Прибытия и убытия следователей разбавляли сухие до невозможности и до невозможности же однообразные местные рапорты. Месяц такой-то, происшествий не было, месяц сякой-то, не было происшествий. По году суммировалось.
Пустота к пустоте, подумал Виктор, равно пустота.
Потом он дошел до самого первого, двадцатисемилетней давности отчета. "Сегодня, девятого месяца двадцать второго дня Третьего года от Посадки пропал Тимофей Неграш, поселенец пятнадцати лет, темноволосый, глаза — светлые…"
— Господин следователь, — позвал его мальчишка.
— Да? — вскинул голову Виктор.
— Это все есть в планшете.
— Журнал?
— Да. И все рапорты. И сканы допросов. По каждому году.
— Хорошо, — он с сожалением отложил журнал. — А ты здесь только из-за меня?
Мальчишка кивнул.
— Ну, — Виктор улыбнулся, — тогда можешь быть свободен. Только…
Он посмотрел на Яцека, в безмятежных глазах которого не было ничего из того, что он привык ощущать и видеть среди ровесников, людей постарше и даже в зеркале — ни тревоги, ни беспокойства, ни глубоко сидящей горечи.

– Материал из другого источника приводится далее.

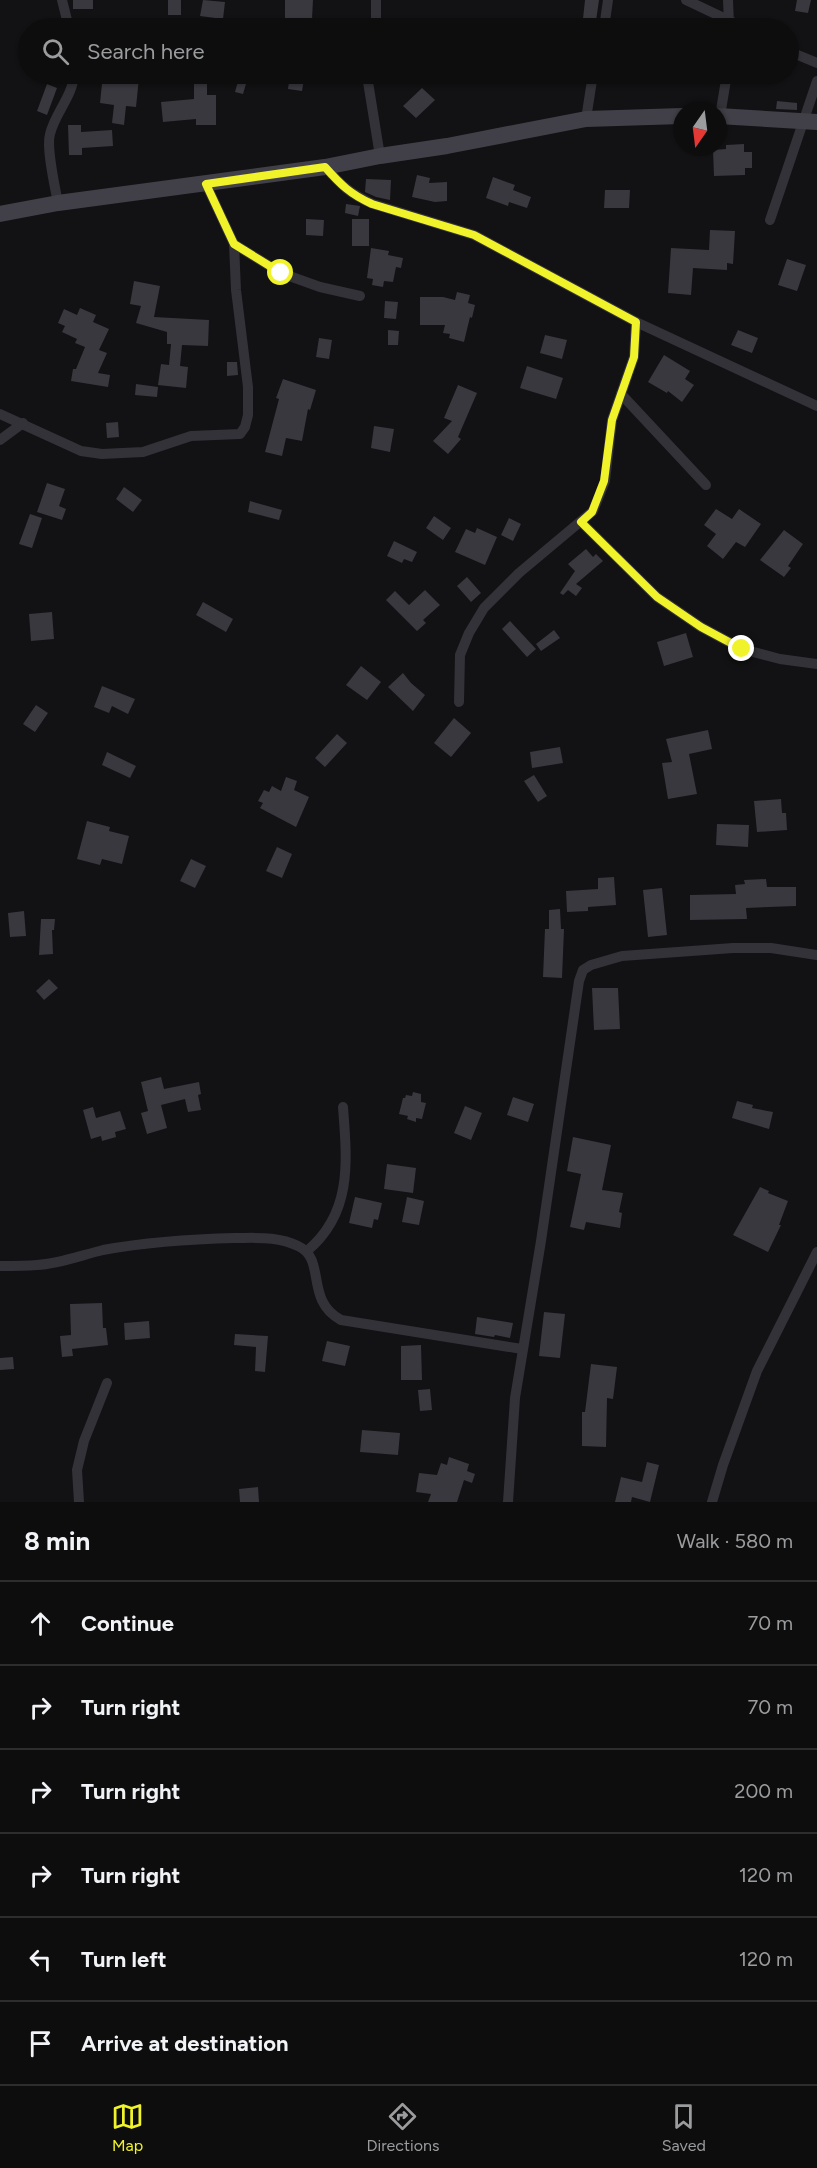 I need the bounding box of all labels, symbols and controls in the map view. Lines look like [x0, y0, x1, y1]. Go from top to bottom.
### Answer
search box [18, 18, 799, 84]
icon: search [39, 35, 72, 68]
text: Search here [87, 38, 205, 65]
north arrow [673, 102, 727, 156]
route start [267, 259, 293, 285]
route end [728, 635, 754, 661]
text: 8 min [24, 1525, 90, 1557]
text: Walk · 580 m [677, 1529, 793, 1553]
icon: ahead [24, 1607, 57, 1640]
text: Continue [81, 1610, 174, 1637]
text: 70 m [747, 1611, 793, 1635]
icon: right [24, 1691, 57, 1724]
text: Turn right [81, 1694, 180, 1721]
text: 70 m [747, 1695, 793, 1719]
icon: right [24, 1775, 57, 1808]
text: Turn right [81, 1778, 180, 1805]
text: 200 m [734, 1779, 793, 1803]
icon: right [24, 1859, 57, 1892]
text: Turn right [81, 1862, 180, 1889]
text: 120 m [739, 1863, 793, 1887]
icon: left [24, 1943, 57, 1976]
text: Turn left [81, 1946, 167, 1973]
text: 120 m [739, 1947, 793, 1971]
icon: arrive [24, 2027, 57, 2060]
text: Arrive at destination [81, 2030, 289, 2057]
tab: Map [111, 2100, 144, 2155]
tab: Directions [366, 2100, 439, 2155]
tab: Saved [662, 2100, 706, 2155]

Полтора поколения, и — пожалуйста, подумалось ему. Вжились.
— …скажи мне, где Донная.
Стукнул ящик стола, проглатывая пластик.
— А пойдемте я вас провожу, — встал Яцек. — Я там рядом живу.
— Давай.
Виктор сунул планшет и ключи в карман.
Они вышли из участка и пересекли двор, направляясь в противоположную площади сторону. Чучело, будто живое, всплеснуло рукавом под порывом ветра.
— Зачем, кстати? — указал на него Виктор.
— Не знаю, — легкомысленно пожал плечами Яцек. — Это еще до меня.
— А меловой контур?
Яцек обернулся на мгновение.
— Скучно было.
Под ногами зашуршал серый асфальт кривой улочки. Улочка была узкая, с одной стороны ее шла огораживающая торговый пассаж стена, с другой тянулось длинное складское здание без окон и, кажется, даже без дверей.
И там, и там трава стояла стеной.
— Не пропалываете? — спросил Виктор.
— Зачем?
Ну да, незачем, кивнул он себе. Может статься, через пять-десять лет они перестанут понимать, зачем жить в домах, зачем пользоваться электричеством и водопроводом, потянутся из городков… Куда?
На самом деле интересно: куда?
В дети степей? К горным отрогам? В землянки?.
Он поежился от неприятного ощущения, возникшего между лопаток — кожу покалывало, будто ее пропекло на солнце.